Names of files and directories should be in lowercase, with dashes between words — not in camel case. For instance, it should be all-packages.nix, not allPackages.nix or AllPackages.nix.

Syntax

  • Use 2 spaces of indentation per indentation level in Nix expressions, 4 spaces in shell scripts.

  • Do not use tab characters, i.e. configure your editor to use soft tabs. For instance, use (setq-default indent-tabs-mode nil) in Emacs. Everybody has different tab settings so its asking for trouble.

  • Use lowerCamelCase for variable names, not UpperCamelCase. Note, this rule does not apply to package attribute names, which instead follow the rules in .

  • Function calls with attribute set arguments are written as

    foo {
      arg = ...;
    }
    

    not

    foo
    {
      arg = ...;
    }
    

    Also fine is

    foo { arg = ...; }
    

    if it's a short call.

  • In attribute sets or lists that span multiple lines, the attribute names or list elements should be aligned:

    # A long list.
    list = [
      elem1
      elem2
      elem3
    ];
    
    # A long attribute set.
    attrs = {
      attr1 = short_expr;
      attr2 =
        if true then big_expr else big_expr;
    };
    
    # Combined
    listOfAttrs = [
      {
        attr1 = 3;
        attr2 = "fff";
      }
      {
        attr1 = 5;
        attr2 = "ggg";
      }
    ];
    
  • Short lists or attribute sets can be written on one line:

    # A short list.
    list = [ elem1 elem2 elem3 ];
    
    # A short set.
    attrs = { x = 1280; y = 1024; };
    
  • Breaking in the middle of a function argument can give hard-to-read code, like

    someFunction { x = 1280;
      y = 1024; } otherArg
      yetAnotherArg
    

    (especially if the argument is very large, spanning multiple lines).

    Better:

    someFunction
      { x = 1280; y = 1024; }
      otherArg
      yetAnotherArg
    

    or

    let res = { x = 1280; y = 1024; };
    in someFunction res otherArg yetAnotherArg
    
  • The bodies of functions, asserts, and withs are not indented to prevent a lot of superfluous indentation levels, i.e.

    { arg1, arg2 }:
    assert system == "i686-linux";
    stdenv.mkDerivation { ...
    

    not

    { arg1, arg2 }:
      assert system == "i686-linux";
        stdenv.mkDerivation { ...
    
  • Function formal arguments are written as:

    { arg1, arg2, arg3 }:
    

    but if they don't fit on one line they're written as:

    { arg1, arg2, arg3
    , arg4, ...
    , # Some comment...
      argN
    }:
    
  • Functions should list their expected arguments as precisely as possible. That is, write

    { stdenv, fetchurl, perl }: ...
    

    instead of

    args: with args; ...
    

    or

    { stdenv, fetchurl, perl, ... }: ...
    

    For functions that are truly generic in the number of arguments (such as wrappers around mkDerivation) that have some required arguments, you should write them using an @-pattern:

    { stdenv, doCoverageAnalysis ? false, ... } @ args:
    
    stdenv.mkDerivation (args // {
      ... if doCoverageAnalysis then "bla" else "" ...
    })
    

    instead of

    args:
    
    args.stdenv.mkDerivation (args // {
      ... if args ? doCoverageAnalysis && args.doCoverageAnalysis then "bla" else "" ...
    })
    
  • Unnecessary string conversions should be avoided. Do

    rev = version;
    

    instead of

    rev = "${version}";
    
  • Building lists conditionally should be done with lib.optional(s) instead of using if cond then [ ... ] else null or if cond then [ ... ] else [ ].
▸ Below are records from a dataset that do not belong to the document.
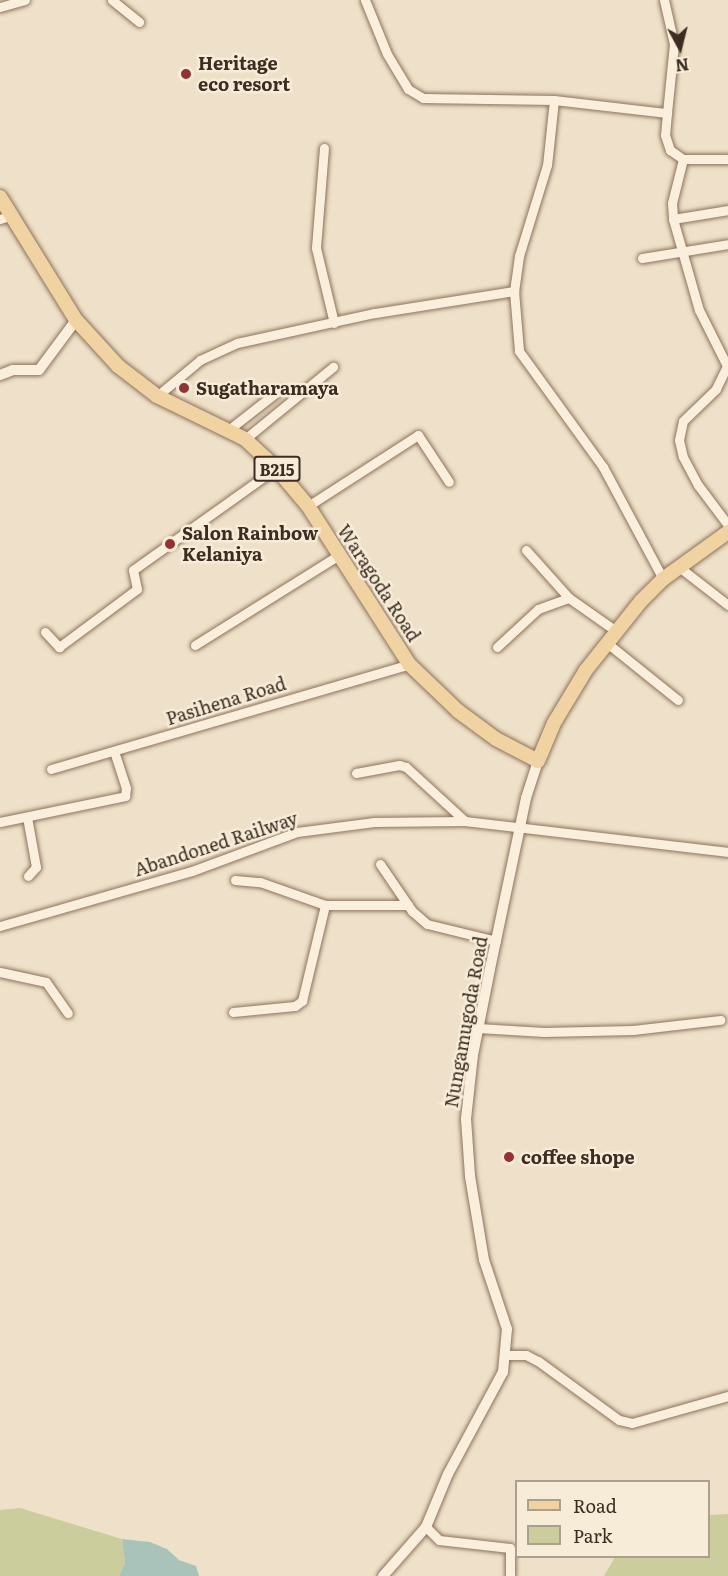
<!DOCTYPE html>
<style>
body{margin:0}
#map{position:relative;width:728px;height:1576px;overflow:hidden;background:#efe1c9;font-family:Literata,serif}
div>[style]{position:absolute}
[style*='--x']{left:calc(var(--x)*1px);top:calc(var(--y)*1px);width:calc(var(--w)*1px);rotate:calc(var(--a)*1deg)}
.green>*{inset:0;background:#cbce9c}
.water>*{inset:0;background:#a9c3ba}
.roads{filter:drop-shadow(0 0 2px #8c735d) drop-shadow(0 0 2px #8c735d)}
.minor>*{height:9px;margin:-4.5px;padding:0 4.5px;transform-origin:4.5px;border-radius:4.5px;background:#f9efdc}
.tertiary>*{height:10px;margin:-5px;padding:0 5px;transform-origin:5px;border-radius:5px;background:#f9efdc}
.primary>*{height:14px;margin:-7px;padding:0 7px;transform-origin:7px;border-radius:7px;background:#f1d3a2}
.dots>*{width:16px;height:16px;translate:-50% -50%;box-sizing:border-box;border:3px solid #f6ecd8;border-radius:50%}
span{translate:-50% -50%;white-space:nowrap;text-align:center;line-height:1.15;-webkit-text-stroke:5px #f6ecd8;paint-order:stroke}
.shield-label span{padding:2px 4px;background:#f6ecd8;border:2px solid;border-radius:4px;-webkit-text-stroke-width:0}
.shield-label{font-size:16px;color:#3c2c21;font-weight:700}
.poi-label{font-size:18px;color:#3c2c21;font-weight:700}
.left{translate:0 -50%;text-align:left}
.street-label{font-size:18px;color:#3c2c21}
.legend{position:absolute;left:515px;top:1480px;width:195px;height:78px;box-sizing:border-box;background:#f6ecd8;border:2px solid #ac9f8f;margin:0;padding:8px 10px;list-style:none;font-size:18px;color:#3c2c21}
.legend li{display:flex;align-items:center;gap:12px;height:30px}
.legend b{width:30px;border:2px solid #ac9f8f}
.north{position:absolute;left:650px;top:18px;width:60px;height:60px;-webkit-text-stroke:4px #f6ecd8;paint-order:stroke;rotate:173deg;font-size:16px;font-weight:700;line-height:24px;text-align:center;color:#3c2c21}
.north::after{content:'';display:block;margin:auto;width:21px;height:27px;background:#3c2c21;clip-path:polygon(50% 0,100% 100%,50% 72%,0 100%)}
</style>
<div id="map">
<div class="green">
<i style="clip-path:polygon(20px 1508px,122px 1539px,125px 1563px,119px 1576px,0 1576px,0 1510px)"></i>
<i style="clip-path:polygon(728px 1514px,728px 1576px,604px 1576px,615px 1557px,708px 1556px,709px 1515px)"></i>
</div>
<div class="water">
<i style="clip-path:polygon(122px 1539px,150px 1542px,167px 1549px,179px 1560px,196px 1566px,199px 1576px,119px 1576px,125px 1563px)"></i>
</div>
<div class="roads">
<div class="minor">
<i style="--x:112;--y:0;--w:35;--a:39"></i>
<i style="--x:365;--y:0;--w:58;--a:67.8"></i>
<i style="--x:387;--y:54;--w:41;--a:59"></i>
<i style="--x:408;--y:89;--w:17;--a:31"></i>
<i style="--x:423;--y:98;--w:131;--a:0.9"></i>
<i style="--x:554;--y:100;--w:114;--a:6.6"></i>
<i style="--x:667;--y:113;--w:22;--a:95"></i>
<i style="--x:665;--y:135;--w:16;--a:72"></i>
<i style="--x:670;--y:150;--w:16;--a:35"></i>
<i style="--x:683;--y:159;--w:45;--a:0"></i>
<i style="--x:664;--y:0;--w:45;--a:77.2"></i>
<i style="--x:674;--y:44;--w:69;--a:95.8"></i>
<i style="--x:0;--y:7;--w:26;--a:-16"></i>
<i style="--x:554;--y:100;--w:65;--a:96.1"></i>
<i style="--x:547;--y:165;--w:95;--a:107.1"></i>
<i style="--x:519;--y:256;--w:35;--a:98"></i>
<i style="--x:514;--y:291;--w:60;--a:85.2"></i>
<i style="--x:519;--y:351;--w:143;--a:54.1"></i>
<i style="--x:603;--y:467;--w:127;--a:61.8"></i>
<i style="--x:324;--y:148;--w:100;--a:94.6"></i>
<i style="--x:316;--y:248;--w:77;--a:76.5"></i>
<i style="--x:683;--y:159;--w:45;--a:104"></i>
<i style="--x:672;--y:203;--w:16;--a:86"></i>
<i style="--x:673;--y:219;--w:95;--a:74.1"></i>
<i style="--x:699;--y:310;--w:63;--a:63.4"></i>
<i style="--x:727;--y:366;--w:25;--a:116"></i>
<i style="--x:716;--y:389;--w:46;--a:135.9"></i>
<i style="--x:683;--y:421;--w:19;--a:102"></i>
<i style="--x:679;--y:440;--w:17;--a:77"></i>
<i style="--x:683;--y:457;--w:32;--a:62"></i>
<i style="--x:698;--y:485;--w:50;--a:53.1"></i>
<i style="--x:0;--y:219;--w:13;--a:-18"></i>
<i style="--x:673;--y:219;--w:56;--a:-9.3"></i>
<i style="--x:642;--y:258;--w:87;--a:-9.2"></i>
<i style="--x:157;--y:396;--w:56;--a:-39.9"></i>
<i style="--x:200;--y:360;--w:41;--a:-24.7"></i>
<i style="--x:237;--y:343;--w:141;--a:-12.3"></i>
<i style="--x:375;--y:313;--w:141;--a:-9"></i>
<i style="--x:227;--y:431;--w:65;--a:-38.1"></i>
<i style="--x:245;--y:439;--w:114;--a:-39.3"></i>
<i style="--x:308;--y:506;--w:131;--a:-32.8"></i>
<i style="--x:418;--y:435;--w:56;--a:56.6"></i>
<i style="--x:526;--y:550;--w:64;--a:48.1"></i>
<i style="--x:569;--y:598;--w:57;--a:35.1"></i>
<i style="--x:679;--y:567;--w:62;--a:37.8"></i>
<i style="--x:45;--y:632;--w:21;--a:47"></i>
<i style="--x:59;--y:647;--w:97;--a:-36.6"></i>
<i style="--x:137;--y:589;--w:19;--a:-102"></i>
<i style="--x:133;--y:570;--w:176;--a:-35.5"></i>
<i style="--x:607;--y:643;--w:91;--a:38.8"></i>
<i style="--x:195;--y:645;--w:170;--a:-32"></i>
<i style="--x:497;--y:647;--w:56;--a:-42.8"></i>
<i style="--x:538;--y:609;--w:33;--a:-20"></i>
<i style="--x:51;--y:769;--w:373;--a:-16.3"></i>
<i style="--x:356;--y:773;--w:44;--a:-10.5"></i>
<i style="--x:399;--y:765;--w:7;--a:16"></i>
<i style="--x:406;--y:767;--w:80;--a:42.5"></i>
<i style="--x:27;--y:817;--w:51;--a:79.8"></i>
<i style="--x:36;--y:867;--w:12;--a:132"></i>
<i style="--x:0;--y:822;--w:128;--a:-11.7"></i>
<i style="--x:125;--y:796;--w:8;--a:-83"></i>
<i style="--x:126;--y:788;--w:38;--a:-108"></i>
<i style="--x:380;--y:864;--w:57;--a:55.8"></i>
<i style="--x:412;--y:911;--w:20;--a:41"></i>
<i style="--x:427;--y:924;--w:71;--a:13.8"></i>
<i style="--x:235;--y:880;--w:25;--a:5"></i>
<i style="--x:260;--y:882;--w:69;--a:19.5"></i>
<i style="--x:0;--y:926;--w:200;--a:-16"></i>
<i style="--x:192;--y:871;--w:112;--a:-20.4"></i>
<i style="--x:297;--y:832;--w:78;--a:-7.4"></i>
<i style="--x:374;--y:822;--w:91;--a:-0.6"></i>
<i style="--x:465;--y:821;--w:265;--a:6.7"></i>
<i style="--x:0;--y:972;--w:47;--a:12.3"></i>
<i style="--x:46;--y:982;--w:38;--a:55"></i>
<i style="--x:233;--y:1012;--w:62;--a:-5.5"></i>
<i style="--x:295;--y:1006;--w:9;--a:-36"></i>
<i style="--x:302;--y:1001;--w:99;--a:-76.5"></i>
<i style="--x:325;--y:905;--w:83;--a:0"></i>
<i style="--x:478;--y:1028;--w:66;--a:3.5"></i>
<i style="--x:544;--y:1032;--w:89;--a:-1.3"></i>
<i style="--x:633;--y:1030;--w:88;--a:-6.6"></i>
<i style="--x:505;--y:1355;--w:21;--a:0"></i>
<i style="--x:526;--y:1355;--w:13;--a:27"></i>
<i style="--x:538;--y:1361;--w:100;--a:36.1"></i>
<i style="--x:619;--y:1420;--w:13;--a:13"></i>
<i style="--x:632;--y:1423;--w:100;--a:-15.7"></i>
<i style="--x:426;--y:1527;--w:18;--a:45"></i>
<i style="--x:439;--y:1540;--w:71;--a:6.4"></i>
<i style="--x:510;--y:1548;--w:28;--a:90"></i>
</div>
<div class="tertiary">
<i style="--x:0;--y:375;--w:14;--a:-21"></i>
<i style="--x:13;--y:370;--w:26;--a:0"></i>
<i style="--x:39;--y:370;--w:62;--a:-53.5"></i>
<i style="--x:383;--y:1576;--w:65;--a:-48.7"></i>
<i style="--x:426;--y:1527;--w:57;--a:-67.5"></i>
<i style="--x:448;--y:1474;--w:116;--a:-61.7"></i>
<i style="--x:503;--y:1372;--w:43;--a:-84.7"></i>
<i style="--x:507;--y:1329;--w:73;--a:-108.4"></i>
<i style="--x:484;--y:1260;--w:85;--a:-99.5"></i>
<i style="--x:470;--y:1176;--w:57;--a:-94"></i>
<i style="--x:466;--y:1119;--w:64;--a:-83.8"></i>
<i style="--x:473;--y:1055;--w:88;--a:-78.8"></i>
<i style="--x:490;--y:969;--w:175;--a:-78.1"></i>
<i style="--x:526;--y:798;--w:39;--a:-72"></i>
</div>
<div class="primary">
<i style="--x:0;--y:197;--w:145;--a:58.3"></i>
<i style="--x:76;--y:320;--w:62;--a:47.6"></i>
<i style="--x:118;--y:366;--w:49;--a:37.6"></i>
<i style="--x:157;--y:396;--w:98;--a:26"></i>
<i style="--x:245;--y:439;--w:42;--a:43.1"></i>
<i style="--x:276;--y:468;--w:50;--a:49.9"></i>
<i style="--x:308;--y:506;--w:188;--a:57.4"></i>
<i style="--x:409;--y:664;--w:68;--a:43.8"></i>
<i style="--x:458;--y:711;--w:47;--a:36.4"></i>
<i style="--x:496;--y:739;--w:47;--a:27.6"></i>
<i style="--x:538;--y:761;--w:41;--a:-67.2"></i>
<i style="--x:554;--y:723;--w:62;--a:-58.9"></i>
<i style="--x:586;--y:670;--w:88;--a:-51.4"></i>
<i style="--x:641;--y:601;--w:31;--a:-45"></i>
<i style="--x:663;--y:579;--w:80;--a:-35.9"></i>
</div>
</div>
<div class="dots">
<i style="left:186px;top:74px;background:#9b2d35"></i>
<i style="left:184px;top:388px;background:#9b2d35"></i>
<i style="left:170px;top:544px;background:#9b2d35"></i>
<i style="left:509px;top:1157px;background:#9b2d35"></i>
</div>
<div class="shield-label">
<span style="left:277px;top:469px">B215</span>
</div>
<div class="poi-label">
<span class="left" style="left:198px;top:74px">Heritage<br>eco resort</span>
<span class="left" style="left:196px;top:388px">Sugatharamaya</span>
<span class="left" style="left:182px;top:544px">Salon Rainbow<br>Kelaniya</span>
<span class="left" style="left:521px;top:1157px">coffee shope</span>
</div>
<div class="street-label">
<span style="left:379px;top:583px;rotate:57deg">Waragoda Road</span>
<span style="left:226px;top:701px;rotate:-17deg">Pasihena Road</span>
<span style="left:216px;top:844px;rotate:-18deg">Abandoned Railway</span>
<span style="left:466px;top:1022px;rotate:-80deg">Nungamugoda Road</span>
</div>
<ul class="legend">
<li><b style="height:8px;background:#f1d3a2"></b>Road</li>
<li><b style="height:16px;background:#cbce9c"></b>Park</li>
</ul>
<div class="north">N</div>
</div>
    buildInputs = lib.optional stdenv.isDarwin iconv;
    

    instead of

    buildInputs = if stdenv.isDarwin then [ iconv ] else null;
    

    As an exception, an explicit conditional expression with null can be used when fixing a important bug without triggering a mass rebuild. If this is done a follow up pull request should be created to change the code to lib.optional(s).

  • Arguments should be listed in the order they are used, with the exception of lib, which always goes first.